• Input material
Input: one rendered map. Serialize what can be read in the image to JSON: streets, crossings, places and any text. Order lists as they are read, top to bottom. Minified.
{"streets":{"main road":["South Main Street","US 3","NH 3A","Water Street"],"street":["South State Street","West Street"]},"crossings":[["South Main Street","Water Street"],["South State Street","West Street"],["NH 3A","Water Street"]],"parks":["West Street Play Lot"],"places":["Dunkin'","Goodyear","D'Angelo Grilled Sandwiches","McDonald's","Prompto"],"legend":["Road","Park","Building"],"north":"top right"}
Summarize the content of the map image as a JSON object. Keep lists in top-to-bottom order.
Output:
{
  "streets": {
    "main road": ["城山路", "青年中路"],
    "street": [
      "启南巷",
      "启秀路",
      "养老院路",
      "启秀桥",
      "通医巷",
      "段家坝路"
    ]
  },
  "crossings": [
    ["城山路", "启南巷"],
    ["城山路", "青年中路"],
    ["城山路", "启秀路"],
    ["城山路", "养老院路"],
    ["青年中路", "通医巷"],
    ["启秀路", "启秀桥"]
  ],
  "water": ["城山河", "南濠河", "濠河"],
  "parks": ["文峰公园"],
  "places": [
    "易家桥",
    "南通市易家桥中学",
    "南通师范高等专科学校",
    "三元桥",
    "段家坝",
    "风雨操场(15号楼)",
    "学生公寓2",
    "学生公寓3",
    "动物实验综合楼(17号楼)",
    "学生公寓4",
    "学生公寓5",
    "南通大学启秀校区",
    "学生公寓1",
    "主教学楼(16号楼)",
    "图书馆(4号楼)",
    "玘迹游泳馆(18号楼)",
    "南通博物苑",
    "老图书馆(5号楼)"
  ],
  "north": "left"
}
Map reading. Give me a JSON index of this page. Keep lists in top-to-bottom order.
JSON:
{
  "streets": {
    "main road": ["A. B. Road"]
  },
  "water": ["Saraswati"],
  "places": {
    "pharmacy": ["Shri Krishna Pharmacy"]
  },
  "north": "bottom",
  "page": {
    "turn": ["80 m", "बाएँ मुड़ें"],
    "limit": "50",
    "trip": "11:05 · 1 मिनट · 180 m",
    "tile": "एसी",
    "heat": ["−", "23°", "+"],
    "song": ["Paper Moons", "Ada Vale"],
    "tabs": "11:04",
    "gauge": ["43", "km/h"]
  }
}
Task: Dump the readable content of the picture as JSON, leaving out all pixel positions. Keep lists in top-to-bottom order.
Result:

• Work instructions
Which lines of the data above contain "content"? Copy each one.

• Response box
Summarize the content of the map image as a JSON object. Keep lists in top-to-bottom order.
Task: Dump the readable content of the picture as JSON, leaving out all pixel positions. Keep lists in top-to-bottom order.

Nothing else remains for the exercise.